Tuż po Świętach Bożego Narodzenia, we wtorek 27 grudnia zagramy mecz 9. kolejki TAURON Ligi. Naszym rywalem w ostatnim spotkaniu 2022 roku zmierzymy się z IŁ Capital Legionovią Legionowo.
Faworytem wtorkowej potyczki są niewątpliwie bielszczanki, które po ośmiu ligowych kolejkach znajdują się w czołówce tabeli. Zdecydowanie gorszy sezon notują legionowianki. W skutek mniejszego budżetu przed sezonem drużyna została niemal całkowicie zmieniona. Do zespołu dołączyło wiele młodych i mniej znanych zawodniczek, które dopiero w tym sezonie zdobywają doświadczenie w siatkarskiej elicie. Nic dziwnego, że przełożyło się to również na wyniki. W tym sezonie zespół IŁ Capital Legionovii Legionowo nie wygrał jeszcze spotkania. Co więcej w ośmiu spotkaniach “ugrał” zaledwie dwa sety. Tak słabe wyniki sprawiły, że zarząd klubu z Legionowa zdecydował o zmianie trenera. Pawła Kowala zastąpił jego dotychczasowy asystent – Grzegorz Kowalczyk, dla którego mecz w Bielsku-Białej będzie pierwszym w roli pierwszego szkoleniowca legionowianek.
Historia spotkań obu ekip nie jest bardzo bogata, bowiem liczy zaledwie 10 lat. W tym czasie siatkarki z Bielska-Białej i Legionowa grały ze sobą 24 razy. Jak informuje Dariusz Paliczka: 13 spotkań zakończyło się zwycięstwem BKS, a 11 razy to Legionovianki cieszyły się ze zwycięstwa. Stosunek setów 56:47 dla BKS, stosunek małych punktów 2267:2189 również dla BKS. W ostatnich 3 pojedynkach góra były jednak Legionovianki, zatem czas ten trend odwrócić.

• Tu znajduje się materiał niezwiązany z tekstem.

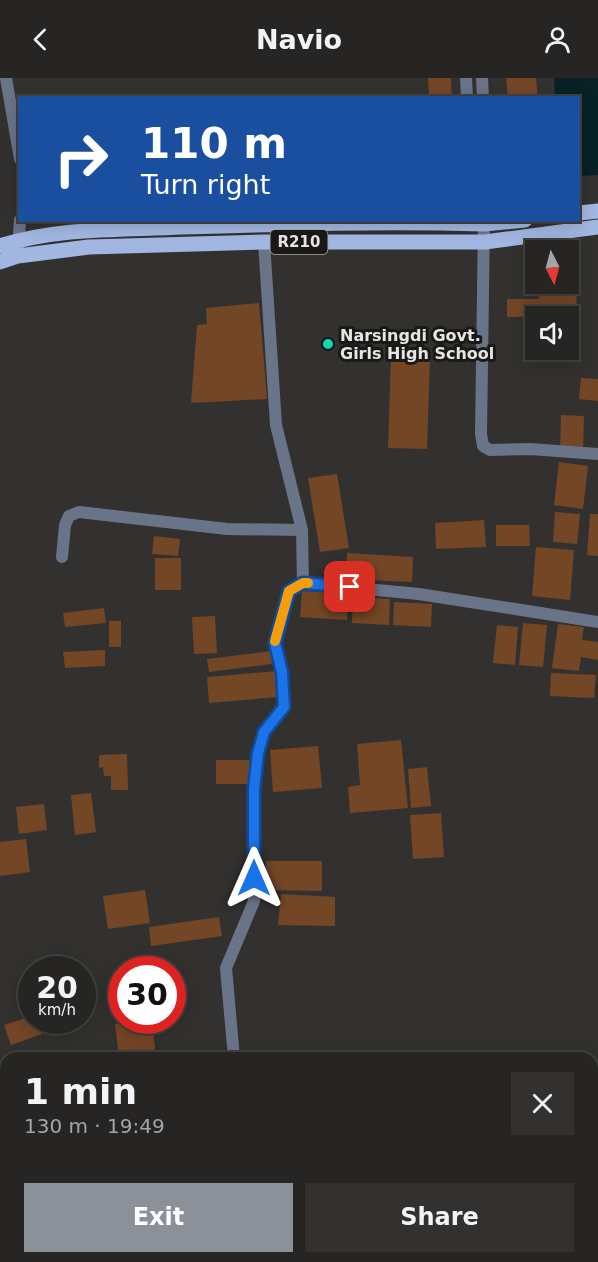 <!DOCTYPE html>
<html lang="en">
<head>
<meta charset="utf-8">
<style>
	:root { --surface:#262523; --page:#323130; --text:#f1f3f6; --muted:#a4a5a6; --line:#424241; --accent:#8c9099 }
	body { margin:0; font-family:"DejaVu Sans",sans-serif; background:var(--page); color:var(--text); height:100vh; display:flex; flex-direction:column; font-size:22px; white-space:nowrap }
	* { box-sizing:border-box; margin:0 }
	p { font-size:20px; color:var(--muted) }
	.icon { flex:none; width:33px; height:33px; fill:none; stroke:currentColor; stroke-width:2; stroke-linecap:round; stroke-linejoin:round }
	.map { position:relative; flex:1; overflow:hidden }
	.side { position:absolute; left:0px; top:974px; width:598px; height:212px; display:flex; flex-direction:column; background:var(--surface); border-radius:18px 18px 0 0; box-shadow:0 3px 15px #0003,0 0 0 2px var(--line) }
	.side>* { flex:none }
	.hud { position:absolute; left:18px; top:18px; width:562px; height:126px; border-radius:0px; box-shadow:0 3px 15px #0003,0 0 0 2px var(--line); background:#1a4fa0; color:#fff; overflow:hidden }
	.needle { width:39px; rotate:174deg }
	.tools { position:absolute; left:525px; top:162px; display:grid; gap:12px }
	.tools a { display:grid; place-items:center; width:54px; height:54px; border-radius:0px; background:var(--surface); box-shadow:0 3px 15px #0003,0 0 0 2px var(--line); font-size:30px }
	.speed { position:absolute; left:18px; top:878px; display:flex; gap:12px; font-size:30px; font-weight:700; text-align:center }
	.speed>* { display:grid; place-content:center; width:78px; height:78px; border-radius:50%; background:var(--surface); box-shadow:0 3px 15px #0003,0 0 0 2px var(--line); line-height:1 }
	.speed small { font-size:15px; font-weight:400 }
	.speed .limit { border:9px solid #d22; background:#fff; color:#111 }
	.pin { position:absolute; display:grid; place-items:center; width:51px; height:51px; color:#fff; margin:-26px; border-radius:12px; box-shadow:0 3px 9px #0006 }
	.me { position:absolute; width:66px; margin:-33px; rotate:0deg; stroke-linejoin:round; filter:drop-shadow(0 0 4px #0008) }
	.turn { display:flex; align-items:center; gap:21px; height:126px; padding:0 24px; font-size:27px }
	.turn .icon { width:78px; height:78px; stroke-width:2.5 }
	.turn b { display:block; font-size:42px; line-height:51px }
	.round { display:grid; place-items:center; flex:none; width:63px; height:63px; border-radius:0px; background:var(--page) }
	.head { display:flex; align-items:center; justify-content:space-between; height:102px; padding:0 24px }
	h1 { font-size:36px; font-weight:800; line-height:45px }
	.cta { display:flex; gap:12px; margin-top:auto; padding:12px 24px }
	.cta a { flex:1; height:69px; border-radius:0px; background:var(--accent); color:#fff; font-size:24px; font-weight:800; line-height:69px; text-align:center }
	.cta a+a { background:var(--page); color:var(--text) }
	header { display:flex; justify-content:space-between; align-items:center; height:78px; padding:0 24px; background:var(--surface); font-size:27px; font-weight:800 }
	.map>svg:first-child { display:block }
	.water { fill:#082124 }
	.building { fill:#734626 }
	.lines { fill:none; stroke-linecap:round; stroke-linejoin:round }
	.street { stroke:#6a7489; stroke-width:12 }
	.primary { stroke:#a1b6e1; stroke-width:15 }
	.route-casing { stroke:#114b97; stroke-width:15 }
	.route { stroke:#1a73e8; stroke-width:10 }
	.slow { stroke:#f59e0b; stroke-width:10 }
	.poi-dot { fill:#16d5b3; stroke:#1a1918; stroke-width:2 }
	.labels { text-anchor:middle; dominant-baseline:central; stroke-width:6; stroke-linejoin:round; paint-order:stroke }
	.shield { fill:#1a1918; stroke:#a9a8a6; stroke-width:1.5 }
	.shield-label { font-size:15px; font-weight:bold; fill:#e6e5e3 }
	.poi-label { font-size:16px; font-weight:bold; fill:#e6e5e3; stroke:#1a1918; text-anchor:start }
</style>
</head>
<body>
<header><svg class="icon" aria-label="back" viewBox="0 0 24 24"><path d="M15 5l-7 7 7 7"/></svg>Navio<svg class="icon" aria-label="person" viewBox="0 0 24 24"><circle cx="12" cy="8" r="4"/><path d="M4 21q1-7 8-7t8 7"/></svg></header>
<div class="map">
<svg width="598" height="1184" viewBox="0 0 598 1184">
	<rect width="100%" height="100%" fill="#33312f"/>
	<path class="water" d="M554,0H598V97L579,98V20L555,19Z"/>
	<path class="building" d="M428,0H451L452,20H429Z
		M506,0H536L538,20H508Z
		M568,202H576L578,281L542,282L541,272H568V238L507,239V221H539L538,206H568Z
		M259,225L267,321L191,325L197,247L207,246L206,230Z
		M391,277L430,278L427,371L388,370Z
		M581,300L598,301V323L579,321Z
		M561,337L584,338L583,372L560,371Z
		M559,384L588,388L583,431L554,427Z
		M337,396L349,470L320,474L308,400Z
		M555,434L580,436L577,466L553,464Z
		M590,436H598V478L587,477Z
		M484,442L486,469L436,471L435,445Z
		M496,447H529L530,468H496Z
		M154,458L180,461L178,478L152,476Z
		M536,469L574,472L570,522L532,518Z
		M347,475L413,479L412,504L346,501Z
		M155,480H181V512H155Z
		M302,513L349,516L347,542L300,539Z
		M353,519L390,521L389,547L352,545Z
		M394,524L432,526L431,549L393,547Z
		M104,530L106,545L65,549L63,535Z
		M215,538L217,575L194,576L192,539Z
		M109,543H121V569H109Z
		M523,545L547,547L543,589L519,587Z
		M558,546L584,549L582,562L598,564V582L581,579L579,593L552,590Z
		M497,547L518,549L515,587L493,585Z
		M105,572V588L65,590L63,574Z
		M271,573L272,586L209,594L207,581Z
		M276,593L278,619L209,625L207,599Z
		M551,595L596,597L594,620L550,618Z
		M401,662L408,730L350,735L348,709L360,707L357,666Z
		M318,668L322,710L273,714L270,672Z
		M127,676L128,712H111V698H104L103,689L99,690V677Z
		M216,682H249V706H216Z
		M427,689L431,728L411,730L408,691Z
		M91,715L96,754L75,757L71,717Z
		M44,726L47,752L19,756L16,729Z
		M441,735L444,779L413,781L410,737Z
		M26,761L30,794L0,798V764Z
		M266,783H322V813L266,812Z
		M145,812L150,845L108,851L103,818Z
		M281,816L335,819V848L278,847Z
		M219,839L222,858L151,868L149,849Z
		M32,938V942H37L42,956L11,967L4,947Z
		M152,942L156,980H119L115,946Z"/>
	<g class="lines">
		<path class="street" d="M6,0L20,81
			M466,0L467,20
			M482,0L483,20
			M484,142L481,356L483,368L490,372L530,371L598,376
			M264,164L276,347L302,452L303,505
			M18,171L20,142
			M62,479L65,447L69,438L79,434L227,451L302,452
			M234,980L226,890L254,823V711L258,675L264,654L284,629L282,594L275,565L289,513L303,505L419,516L598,544
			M592,1003H598
			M211,1179L212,1184"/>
		<path class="primary" d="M579,135L598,133
			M0,168C58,149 122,152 182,149C282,146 383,143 484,146L525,142
			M0,184L18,178L89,169L264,164H485L598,149"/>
	</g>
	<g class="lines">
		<g class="route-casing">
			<path id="route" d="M254,800V711L258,675L264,654L284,629L282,594L275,565L289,513L303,505L350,509"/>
		</g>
		<use href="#route" class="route"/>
		<path class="slow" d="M275,563L289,513L303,505H308"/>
	</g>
	<circle class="poi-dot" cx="328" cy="266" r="6"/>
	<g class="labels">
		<rect class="shield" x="270.5" y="152" width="57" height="24" rx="4.5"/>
		<g class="shield-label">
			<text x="299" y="164">R210</text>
		</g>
		<g class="poi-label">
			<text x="340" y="257">Narsingdi Govt.<tspan x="340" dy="18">Girls High School</tspan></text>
		</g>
	</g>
</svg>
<div class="tools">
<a><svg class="needle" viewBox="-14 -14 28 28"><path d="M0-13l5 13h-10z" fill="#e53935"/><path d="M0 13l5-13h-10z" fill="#a4a5a6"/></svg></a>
<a><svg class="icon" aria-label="sound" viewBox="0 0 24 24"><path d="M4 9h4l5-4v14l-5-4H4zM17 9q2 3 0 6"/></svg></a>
</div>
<div class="speed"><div>20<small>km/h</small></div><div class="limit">30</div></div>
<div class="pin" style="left:350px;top:509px;background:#d93025"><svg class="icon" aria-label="arrive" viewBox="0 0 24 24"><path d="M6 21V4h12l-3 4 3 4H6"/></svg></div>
<svg class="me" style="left:254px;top:800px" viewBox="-20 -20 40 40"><path d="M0-17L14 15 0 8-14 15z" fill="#1a73e8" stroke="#fff" stroke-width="4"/></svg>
<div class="hud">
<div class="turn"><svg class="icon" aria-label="right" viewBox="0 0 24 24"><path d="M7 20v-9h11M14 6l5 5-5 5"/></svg><div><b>110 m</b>Turn right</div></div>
</div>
<section class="side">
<div class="head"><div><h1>1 min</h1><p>130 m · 19:49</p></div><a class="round"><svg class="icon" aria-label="close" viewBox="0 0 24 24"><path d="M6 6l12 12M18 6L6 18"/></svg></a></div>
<div class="cta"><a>Exit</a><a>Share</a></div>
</section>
</div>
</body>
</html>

Co ciekawe, atut własnego boiska nie jest silną stroną obu zespołów. BKS wygrał u siebie 7 razy a na wyjeździe wygrał 6 razy. Legionovia wygrała u siebie 6 razy a przegrała u siebie 5 razy. Najciekawsza jest jednak historia porażek BKS u siebie – przegraliśmy 5 spotkań i każde po tie-breaku.
Jak zwykle podczas meczu będzie działać Strefa Małego Kibica, w której znajdą się dmuchańce, kolorowanki, gry planszowe, klocki lego i słodkości.
Początek wtorkowego meczu w hali pod Dębowcem o godzinie 17:30!